There is, however, an important caveat: If the nominal neutral interest rate is much less than 2 percent, then the new tools don’t add enough policy space to compensate for the effects of the lower bound. In that case, other measures to increase policy space, including raising the inflation target, might be necessary.

My relatively upbeat conclusions about the new monetary tools depend importantly on the neutral interest rate being in the range of 2-3 percent or above. In the simulations, when the nominal neutral rate is much below 2 percent, all monetary strategies become significantly less effective. In this case, although QE and forward guidance still provide valuable policy space, the new tools can no longer compensate fully for the effects of the lower bound. Moreover, in that case, any monetary policy approach, with or without the new tools, is likely to involve extended periods of short-term rates at the lower bound, as well as longer-term yields that are often zero or negative—a situation that may pose risks to financial stability or other costs.

However, as I’ve noted, estimates of the neutral interest rate are in the 2-3 percent range, implying that policy today is mildly accommodative.

Currently, actual short-term and long-term rates in the United States are below 2 percent. However, as I’ve noted, estimates of the neutral interest rate are in the 2-3 percent range, implying that policy today is mildly accommodative.  My simulation results depend on the neutral rate, not the current level of rates. There is, nevertheless, considerable uncertainty about the current and future levels of the nominal neutral rate. If it does ultimately prove to be lower than 2 percent or so, then there would be a case for a modest increase in the inflation target and perhaps a more central role for fiscal policy in responding to economic slowdowns as well. For now, a cautious approach could include making plans to increase the countercyclicality of fiscal policy, for example, by increasing the use of automatic stabilizers.

A bottom-line lesson for all central banks:  Keeping inflation and inflation expectations close to target is critically important.

My simulations apply only to the United States, and the quantitative conclusions can’t be directly extended to other countries. Two conclusions do apply elsewhere, though: that (1) the new monetary tools, including QE and forward guidance, should become permanent parts of the monetary policy toolbox; and (2) monetary policy in general is less effective, the lower the neutral interest rate. In Europe and Japan, where monetary policy is straining to achieve its objectives, much of the problem arises from inflation expectations that have fallen too low, which in turn has depressed nominal neutral interest rates and limited the available space for monetary policy. In those jurisdictions, fiscal as well as monetary policy may be needed to get inflation expectations up. If that can be done, then monetary policy, augmented by the new policy tools, should regain much of its potency.

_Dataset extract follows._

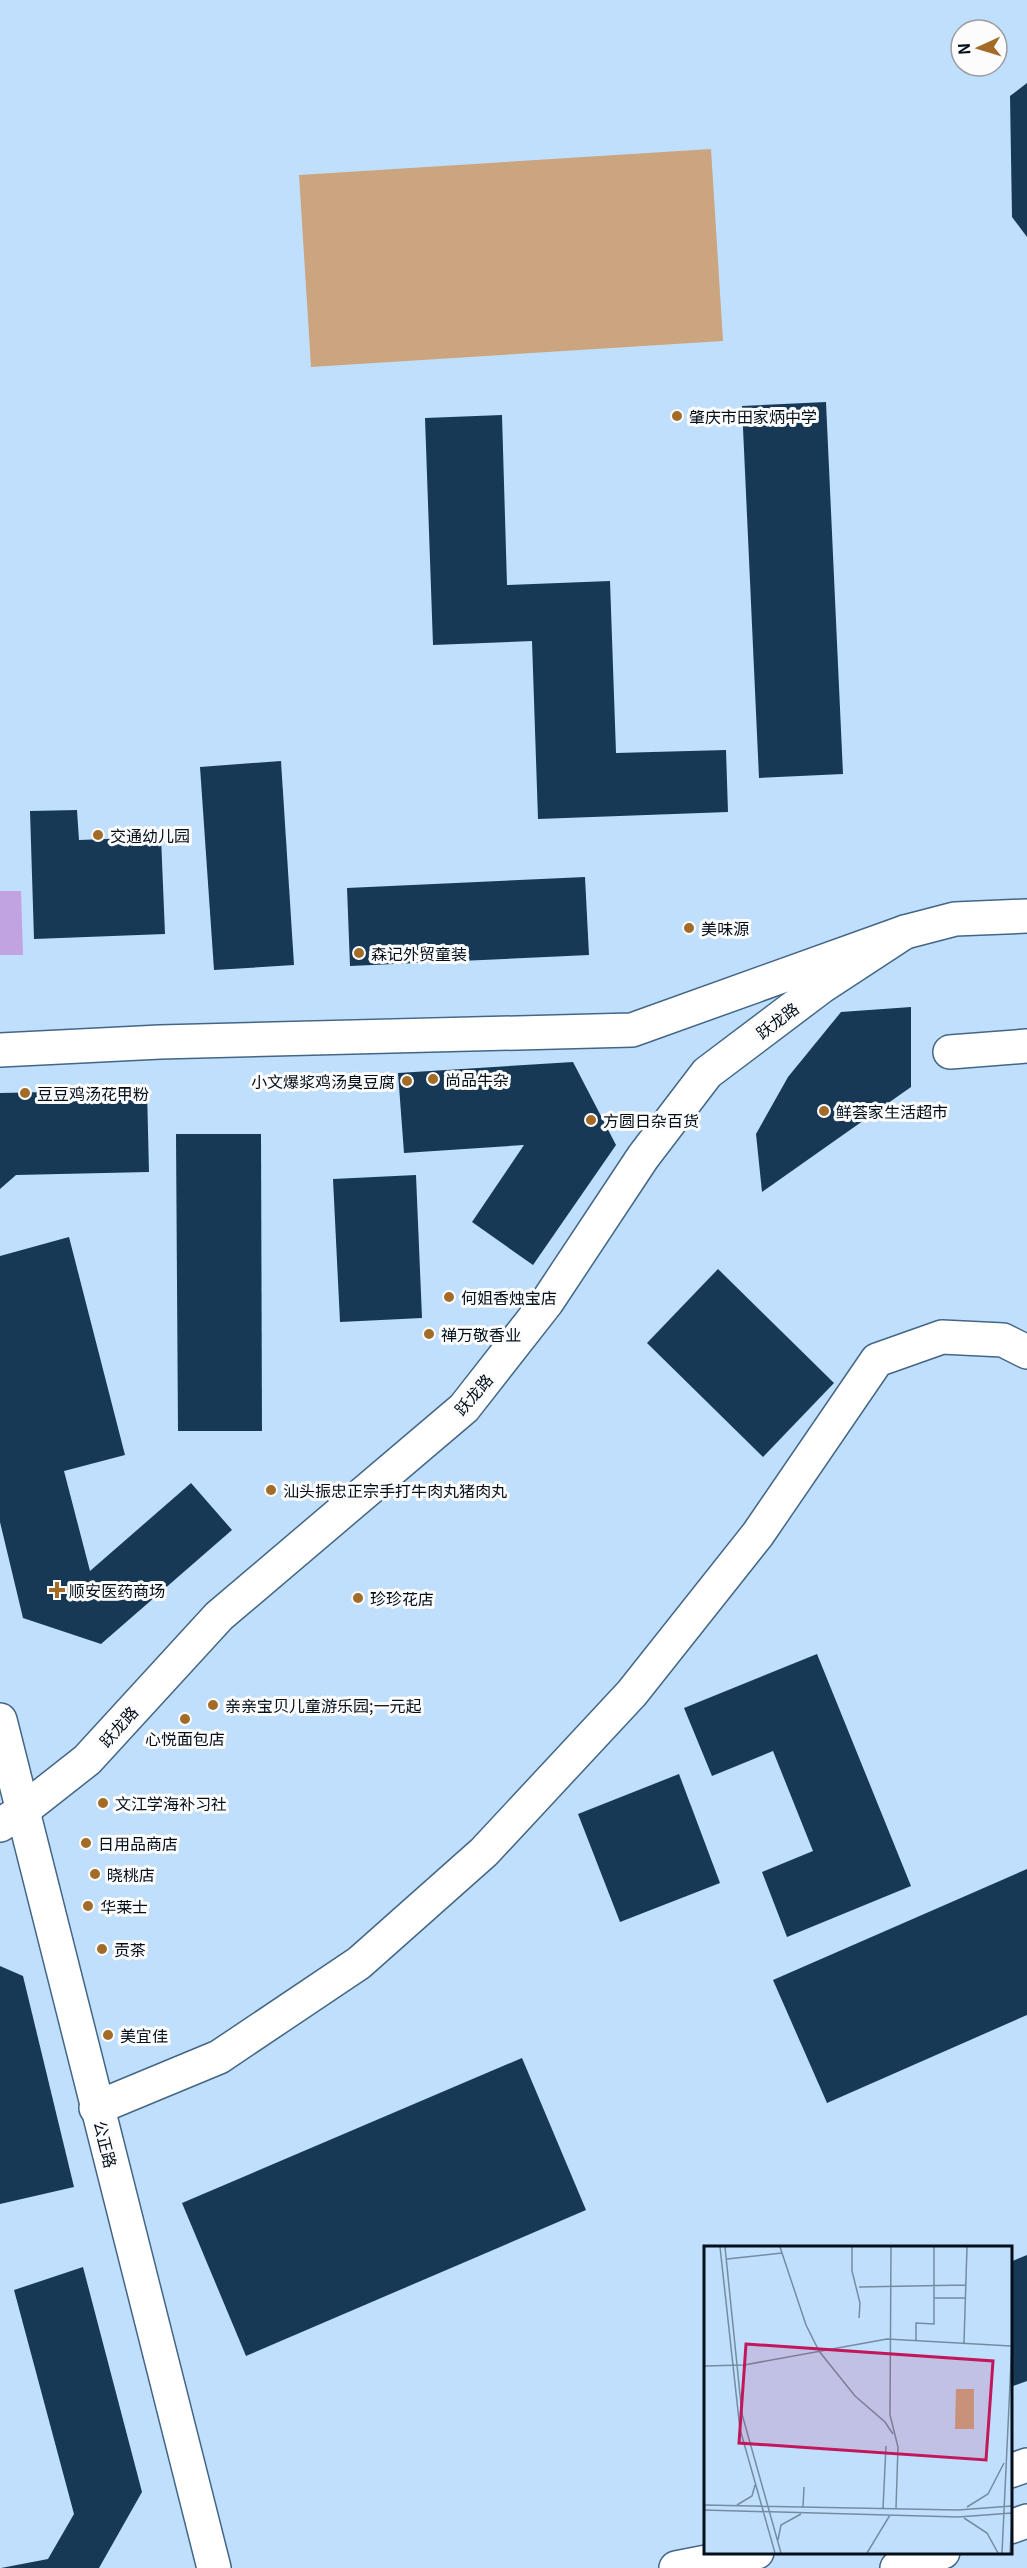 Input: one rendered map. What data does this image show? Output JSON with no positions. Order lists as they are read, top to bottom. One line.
{"streets":{"street":["跃龙路","公正路"]},"crossings":[["跃龙路","公正路"]],"places":{"other":["肇庆市田家炳中学","交通幼儿园","美味源","森记外贸童装","尚品牛杂","小文爆浆鸡汤臭豆腐","豆豆鸡汤花甲粉","鲜荟家生活超市","方圆日杂百货","何姐香烛宝店","禅万敬香业","汕头振忠正宗手打牛肉丸猪肉丸","珍珍花店","亲亲宝贝儿童游乐园;一元起","心悦面包店","文江学海补习社","日用品商店","晓桃店","华莱士","贡茶","美宜佳"],"health":["顺安医药商场"]},"north":"left"}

In the last decades of the twentieth century, the principal challenges for monetary policymakers were high inflation and unstable inflation expectations. Fed chairs Paul Volcker and Alan Greenspan won that war, bringing inflation down to low levels and anchoring inflation expectations. Benign inflation in turn promoted economic growth and stability, in part by giving policymakers more scope to respond to fluctuations in employment and output without worrying about stoking high inflation. We have come almost full circle: In a world in which low nominal neutral rates threaten the capacity of central banks to respond to recessions, low inflation can be dangerous. Consistent with their declared “symmetric” inflation targets, the Federal Reserve and other central banks should defend against inflation that is too low as least as vigorously as they resist inflation that is modestly too high.  Although the new monetary tools have proved their worth and can be made more effective in the future, keeping inflation and inflation expectations close to target is critically important for preserving or increasing available policy space.